The issue was us having complex problems with Django and our supporting
libraries: we needed to have database connection pooling, we had to rip out
the tastypie REST framework due to complications with scaling the user model,
and a bunch of other stuff.

Heroku has always been great for us!

I'm always a bit surprised about the RapGenius stuff because their problem is
not really a Heroku specific issue, IMO. If you're running code on Heroku
(which uses random load balancing), you need to have a proper multi-threaded
web server to serve requests concurrently.

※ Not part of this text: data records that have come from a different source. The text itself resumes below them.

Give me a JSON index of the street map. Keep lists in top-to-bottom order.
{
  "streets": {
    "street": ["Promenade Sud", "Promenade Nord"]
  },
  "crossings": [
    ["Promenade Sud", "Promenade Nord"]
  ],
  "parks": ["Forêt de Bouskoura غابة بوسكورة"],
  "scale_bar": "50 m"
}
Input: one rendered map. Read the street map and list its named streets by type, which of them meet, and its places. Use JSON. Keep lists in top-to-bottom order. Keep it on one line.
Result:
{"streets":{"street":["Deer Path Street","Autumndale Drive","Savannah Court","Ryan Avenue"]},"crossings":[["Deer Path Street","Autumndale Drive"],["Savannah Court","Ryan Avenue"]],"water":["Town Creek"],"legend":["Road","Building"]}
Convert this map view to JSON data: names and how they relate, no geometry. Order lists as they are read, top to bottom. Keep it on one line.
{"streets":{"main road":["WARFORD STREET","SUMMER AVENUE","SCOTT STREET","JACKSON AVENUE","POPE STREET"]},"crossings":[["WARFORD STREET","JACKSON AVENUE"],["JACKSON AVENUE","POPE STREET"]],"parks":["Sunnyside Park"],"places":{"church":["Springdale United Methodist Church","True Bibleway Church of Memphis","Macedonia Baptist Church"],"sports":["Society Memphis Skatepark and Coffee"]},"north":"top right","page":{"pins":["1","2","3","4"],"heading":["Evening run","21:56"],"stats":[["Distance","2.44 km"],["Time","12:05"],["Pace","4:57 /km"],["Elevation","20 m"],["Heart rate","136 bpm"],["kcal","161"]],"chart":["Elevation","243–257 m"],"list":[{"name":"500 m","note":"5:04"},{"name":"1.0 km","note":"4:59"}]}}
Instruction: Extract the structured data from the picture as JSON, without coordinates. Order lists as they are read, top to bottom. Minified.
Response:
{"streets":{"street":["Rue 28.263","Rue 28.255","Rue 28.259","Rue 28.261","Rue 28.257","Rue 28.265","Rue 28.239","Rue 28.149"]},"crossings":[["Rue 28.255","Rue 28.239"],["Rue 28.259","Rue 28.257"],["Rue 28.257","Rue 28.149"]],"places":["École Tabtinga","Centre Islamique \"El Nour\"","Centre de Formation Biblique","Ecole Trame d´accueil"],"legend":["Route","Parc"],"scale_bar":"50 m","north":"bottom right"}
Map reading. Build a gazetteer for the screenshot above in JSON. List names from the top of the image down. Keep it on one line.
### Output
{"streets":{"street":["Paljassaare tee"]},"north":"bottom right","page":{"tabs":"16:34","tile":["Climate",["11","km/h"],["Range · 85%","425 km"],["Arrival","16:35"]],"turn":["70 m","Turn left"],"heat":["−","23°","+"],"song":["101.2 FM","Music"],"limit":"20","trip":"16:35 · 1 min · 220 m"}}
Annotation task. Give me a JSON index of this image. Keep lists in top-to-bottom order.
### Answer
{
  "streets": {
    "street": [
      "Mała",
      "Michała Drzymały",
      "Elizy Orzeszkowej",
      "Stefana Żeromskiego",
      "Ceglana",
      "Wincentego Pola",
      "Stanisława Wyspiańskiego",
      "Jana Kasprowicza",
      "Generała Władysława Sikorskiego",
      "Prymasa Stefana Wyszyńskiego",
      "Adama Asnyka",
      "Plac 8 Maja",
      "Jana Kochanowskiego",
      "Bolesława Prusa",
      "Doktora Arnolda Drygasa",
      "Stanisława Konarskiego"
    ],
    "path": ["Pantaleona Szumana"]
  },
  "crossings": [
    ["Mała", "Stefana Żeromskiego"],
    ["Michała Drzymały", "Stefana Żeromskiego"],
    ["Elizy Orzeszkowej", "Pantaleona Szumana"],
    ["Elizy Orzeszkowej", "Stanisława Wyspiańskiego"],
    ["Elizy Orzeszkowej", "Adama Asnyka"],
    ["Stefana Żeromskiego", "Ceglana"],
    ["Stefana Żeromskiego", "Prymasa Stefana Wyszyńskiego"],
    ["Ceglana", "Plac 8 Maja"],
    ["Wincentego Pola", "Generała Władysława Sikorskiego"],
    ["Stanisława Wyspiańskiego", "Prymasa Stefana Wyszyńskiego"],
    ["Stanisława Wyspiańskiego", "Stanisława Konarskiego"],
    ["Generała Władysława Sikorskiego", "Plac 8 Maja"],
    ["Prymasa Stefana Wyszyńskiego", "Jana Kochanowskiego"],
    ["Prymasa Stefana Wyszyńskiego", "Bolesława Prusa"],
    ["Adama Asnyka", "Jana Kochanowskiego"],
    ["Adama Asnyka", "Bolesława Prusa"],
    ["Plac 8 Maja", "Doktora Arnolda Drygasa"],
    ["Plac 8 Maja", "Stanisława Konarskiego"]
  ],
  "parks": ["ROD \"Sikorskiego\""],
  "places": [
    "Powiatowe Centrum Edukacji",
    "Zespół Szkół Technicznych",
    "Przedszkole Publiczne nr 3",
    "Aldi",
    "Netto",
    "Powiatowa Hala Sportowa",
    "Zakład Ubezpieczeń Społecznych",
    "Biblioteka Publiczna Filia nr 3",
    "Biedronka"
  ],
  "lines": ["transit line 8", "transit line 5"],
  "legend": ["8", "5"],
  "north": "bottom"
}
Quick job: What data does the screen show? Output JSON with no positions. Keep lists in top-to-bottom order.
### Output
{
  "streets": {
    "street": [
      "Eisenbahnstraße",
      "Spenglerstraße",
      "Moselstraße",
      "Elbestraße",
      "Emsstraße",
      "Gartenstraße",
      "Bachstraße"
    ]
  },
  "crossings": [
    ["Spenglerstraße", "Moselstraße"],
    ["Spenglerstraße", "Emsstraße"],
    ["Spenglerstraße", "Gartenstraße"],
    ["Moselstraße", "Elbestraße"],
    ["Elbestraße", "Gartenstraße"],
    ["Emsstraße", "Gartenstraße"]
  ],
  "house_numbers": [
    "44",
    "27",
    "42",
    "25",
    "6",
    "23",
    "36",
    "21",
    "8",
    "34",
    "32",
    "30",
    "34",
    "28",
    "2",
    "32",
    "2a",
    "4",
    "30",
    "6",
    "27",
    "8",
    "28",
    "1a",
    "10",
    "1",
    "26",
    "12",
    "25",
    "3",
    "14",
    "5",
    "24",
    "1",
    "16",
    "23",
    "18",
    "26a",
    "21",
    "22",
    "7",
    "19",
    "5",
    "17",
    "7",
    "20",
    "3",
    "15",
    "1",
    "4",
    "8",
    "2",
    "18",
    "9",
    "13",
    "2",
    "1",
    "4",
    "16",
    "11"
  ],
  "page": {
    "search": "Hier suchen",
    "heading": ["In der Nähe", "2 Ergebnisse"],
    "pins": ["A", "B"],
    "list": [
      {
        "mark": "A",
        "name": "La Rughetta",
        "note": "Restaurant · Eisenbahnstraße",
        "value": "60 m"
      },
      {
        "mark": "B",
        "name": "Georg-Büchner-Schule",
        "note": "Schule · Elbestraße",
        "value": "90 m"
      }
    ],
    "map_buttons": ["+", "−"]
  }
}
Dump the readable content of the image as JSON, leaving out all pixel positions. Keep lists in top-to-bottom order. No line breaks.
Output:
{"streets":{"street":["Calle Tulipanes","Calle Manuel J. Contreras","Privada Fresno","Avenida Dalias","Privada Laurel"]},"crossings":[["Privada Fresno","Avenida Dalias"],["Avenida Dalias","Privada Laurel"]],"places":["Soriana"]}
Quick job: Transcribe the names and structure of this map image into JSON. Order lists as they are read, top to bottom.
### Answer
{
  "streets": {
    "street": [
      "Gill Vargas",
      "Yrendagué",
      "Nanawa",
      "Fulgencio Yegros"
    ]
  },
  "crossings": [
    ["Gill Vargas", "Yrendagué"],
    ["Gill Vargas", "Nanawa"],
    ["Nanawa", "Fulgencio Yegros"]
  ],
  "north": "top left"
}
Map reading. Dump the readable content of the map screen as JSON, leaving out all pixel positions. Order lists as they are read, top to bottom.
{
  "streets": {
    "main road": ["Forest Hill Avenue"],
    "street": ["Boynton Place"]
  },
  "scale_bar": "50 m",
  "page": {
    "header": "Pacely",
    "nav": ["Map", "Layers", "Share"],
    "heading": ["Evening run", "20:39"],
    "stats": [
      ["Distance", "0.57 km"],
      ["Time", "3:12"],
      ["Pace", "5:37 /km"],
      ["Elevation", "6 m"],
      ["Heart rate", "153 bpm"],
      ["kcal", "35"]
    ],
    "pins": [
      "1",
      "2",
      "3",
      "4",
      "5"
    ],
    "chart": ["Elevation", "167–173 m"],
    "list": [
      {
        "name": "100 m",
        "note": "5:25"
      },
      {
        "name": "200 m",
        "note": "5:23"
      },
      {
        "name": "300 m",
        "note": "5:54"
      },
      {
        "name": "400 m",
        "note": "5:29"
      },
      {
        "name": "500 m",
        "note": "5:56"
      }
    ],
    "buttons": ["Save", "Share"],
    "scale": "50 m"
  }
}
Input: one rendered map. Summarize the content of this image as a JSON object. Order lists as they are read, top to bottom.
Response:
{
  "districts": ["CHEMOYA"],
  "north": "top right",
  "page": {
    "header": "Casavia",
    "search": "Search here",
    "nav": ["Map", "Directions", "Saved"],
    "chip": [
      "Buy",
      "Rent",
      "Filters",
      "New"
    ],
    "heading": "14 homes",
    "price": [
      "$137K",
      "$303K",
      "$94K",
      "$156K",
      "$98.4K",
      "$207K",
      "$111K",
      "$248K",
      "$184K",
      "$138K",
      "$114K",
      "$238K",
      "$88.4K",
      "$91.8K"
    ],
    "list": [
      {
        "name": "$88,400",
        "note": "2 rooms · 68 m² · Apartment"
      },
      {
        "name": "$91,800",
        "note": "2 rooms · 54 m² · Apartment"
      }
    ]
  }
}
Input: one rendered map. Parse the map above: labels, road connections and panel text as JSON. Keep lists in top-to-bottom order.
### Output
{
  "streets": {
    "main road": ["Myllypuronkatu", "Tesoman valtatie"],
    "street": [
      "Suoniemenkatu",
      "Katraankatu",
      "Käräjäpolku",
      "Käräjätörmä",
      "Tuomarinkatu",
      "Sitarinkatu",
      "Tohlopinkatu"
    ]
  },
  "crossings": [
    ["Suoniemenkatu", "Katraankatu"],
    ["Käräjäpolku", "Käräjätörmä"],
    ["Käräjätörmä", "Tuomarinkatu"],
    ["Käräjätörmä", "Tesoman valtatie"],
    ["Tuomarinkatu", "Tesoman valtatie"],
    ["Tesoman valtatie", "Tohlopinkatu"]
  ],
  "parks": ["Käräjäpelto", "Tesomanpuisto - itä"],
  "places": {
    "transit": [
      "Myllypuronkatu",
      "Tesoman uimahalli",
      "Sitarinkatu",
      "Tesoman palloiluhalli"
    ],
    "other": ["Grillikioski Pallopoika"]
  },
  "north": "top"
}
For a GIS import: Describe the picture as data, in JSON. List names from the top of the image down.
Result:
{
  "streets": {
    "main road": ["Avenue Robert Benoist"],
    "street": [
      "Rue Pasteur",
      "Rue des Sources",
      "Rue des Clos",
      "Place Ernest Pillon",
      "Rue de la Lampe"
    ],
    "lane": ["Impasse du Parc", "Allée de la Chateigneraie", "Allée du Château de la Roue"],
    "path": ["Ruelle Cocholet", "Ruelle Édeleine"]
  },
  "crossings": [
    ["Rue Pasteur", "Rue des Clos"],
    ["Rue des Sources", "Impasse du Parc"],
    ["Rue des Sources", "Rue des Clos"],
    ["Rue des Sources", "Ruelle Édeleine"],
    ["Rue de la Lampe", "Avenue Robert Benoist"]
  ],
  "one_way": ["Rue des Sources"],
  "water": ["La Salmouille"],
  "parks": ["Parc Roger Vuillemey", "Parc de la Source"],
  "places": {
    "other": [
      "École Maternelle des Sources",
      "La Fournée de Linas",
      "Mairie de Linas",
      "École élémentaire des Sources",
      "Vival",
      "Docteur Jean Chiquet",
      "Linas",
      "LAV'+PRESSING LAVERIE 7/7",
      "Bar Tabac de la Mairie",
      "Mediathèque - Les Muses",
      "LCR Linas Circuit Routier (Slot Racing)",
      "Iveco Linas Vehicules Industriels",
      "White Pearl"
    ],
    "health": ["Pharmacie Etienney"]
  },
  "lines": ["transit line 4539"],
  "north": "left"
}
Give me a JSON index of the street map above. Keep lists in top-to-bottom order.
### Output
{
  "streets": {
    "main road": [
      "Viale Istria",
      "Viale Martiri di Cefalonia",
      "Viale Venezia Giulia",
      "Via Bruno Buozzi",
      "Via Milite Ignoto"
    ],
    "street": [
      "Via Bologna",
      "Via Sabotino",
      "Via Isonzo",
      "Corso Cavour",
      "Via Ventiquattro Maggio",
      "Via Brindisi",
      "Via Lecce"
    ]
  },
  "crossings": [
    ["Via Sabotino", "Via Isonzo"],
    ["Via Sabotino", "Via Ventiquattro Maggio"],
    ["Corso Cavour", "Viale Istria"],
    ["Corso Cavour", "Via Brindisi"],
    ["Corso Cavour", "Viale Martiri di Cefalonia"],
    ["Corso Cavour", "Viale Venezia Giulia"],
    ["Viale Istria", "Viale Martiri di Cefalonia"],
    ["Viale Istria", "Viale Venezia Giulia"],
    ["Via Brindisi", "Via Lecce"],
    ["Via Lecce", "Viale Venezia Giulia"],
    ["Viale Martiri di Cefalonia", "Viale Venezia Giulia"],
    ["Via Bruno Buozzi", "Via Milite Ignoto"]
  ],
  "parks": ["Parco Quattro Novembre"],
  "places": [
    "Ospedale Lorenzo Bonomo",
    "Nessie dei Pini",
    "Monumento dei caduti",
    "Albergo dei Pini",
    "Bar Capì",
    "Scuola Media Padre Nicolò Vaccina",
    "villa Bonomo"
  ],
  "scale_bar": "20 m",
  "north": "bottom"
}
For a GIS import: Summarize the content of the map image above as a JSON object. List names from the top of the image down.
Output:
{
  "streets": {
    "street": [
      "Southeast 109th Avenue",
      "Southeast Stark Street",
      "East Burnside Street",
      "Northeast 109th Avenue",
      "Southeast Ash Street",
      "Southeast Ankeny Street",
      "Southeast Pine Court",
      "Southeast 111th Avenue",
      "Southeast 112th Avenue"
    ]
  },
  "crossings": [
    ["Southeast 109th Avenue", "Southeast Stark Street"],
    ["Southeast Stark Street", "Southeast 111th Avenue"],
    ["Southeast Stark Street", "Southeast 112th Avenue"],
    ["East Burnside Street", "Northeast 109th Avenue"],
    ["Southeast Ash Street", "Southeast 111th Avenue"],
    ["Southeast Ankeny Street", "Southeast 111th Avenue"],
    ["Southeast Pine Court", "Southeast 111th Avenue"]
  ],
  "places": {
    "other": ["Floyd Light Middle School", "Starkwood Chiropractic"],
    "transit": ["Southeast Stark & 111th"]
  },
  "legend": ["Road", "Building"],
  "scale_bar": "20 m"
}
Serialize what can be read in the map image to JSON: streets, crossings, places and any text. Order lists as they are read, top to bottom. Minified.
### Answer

In our situation, we were able to service many concurrent requests per dyno,
and maintained very low response times (10ms or less), in most cases.

------
carbocation
This is a great write-up. Due to the title, it took me until 3/4 of the way
down to realize that your startup did not fail, but actually is succeeding!

------
DjangoReinhardt
Django n00bs like me owe a great deal of our learning to Randall. His book,
'The Heroku Hacker's Guide' is an excellent resource for anyone looking to
deploy a Django project quickly and cleanly to Heroku.

To that end, he also created a fantastic Django template `django-skel`[0] that
uses good industry-standard practices. As a newbie, `django-skel` helped me
understand code modularity and the importance of organizing your code in more
ways than one.

To top it all, Randall is a thoroughly nice guy to chat with. I'm glad
OpenCNAM is growing and I wish it continues to grow for a long, long time to
come. :)

[0] [https://github.com/rdegges/django-
skel](https://github.com/rdegges/django-skel)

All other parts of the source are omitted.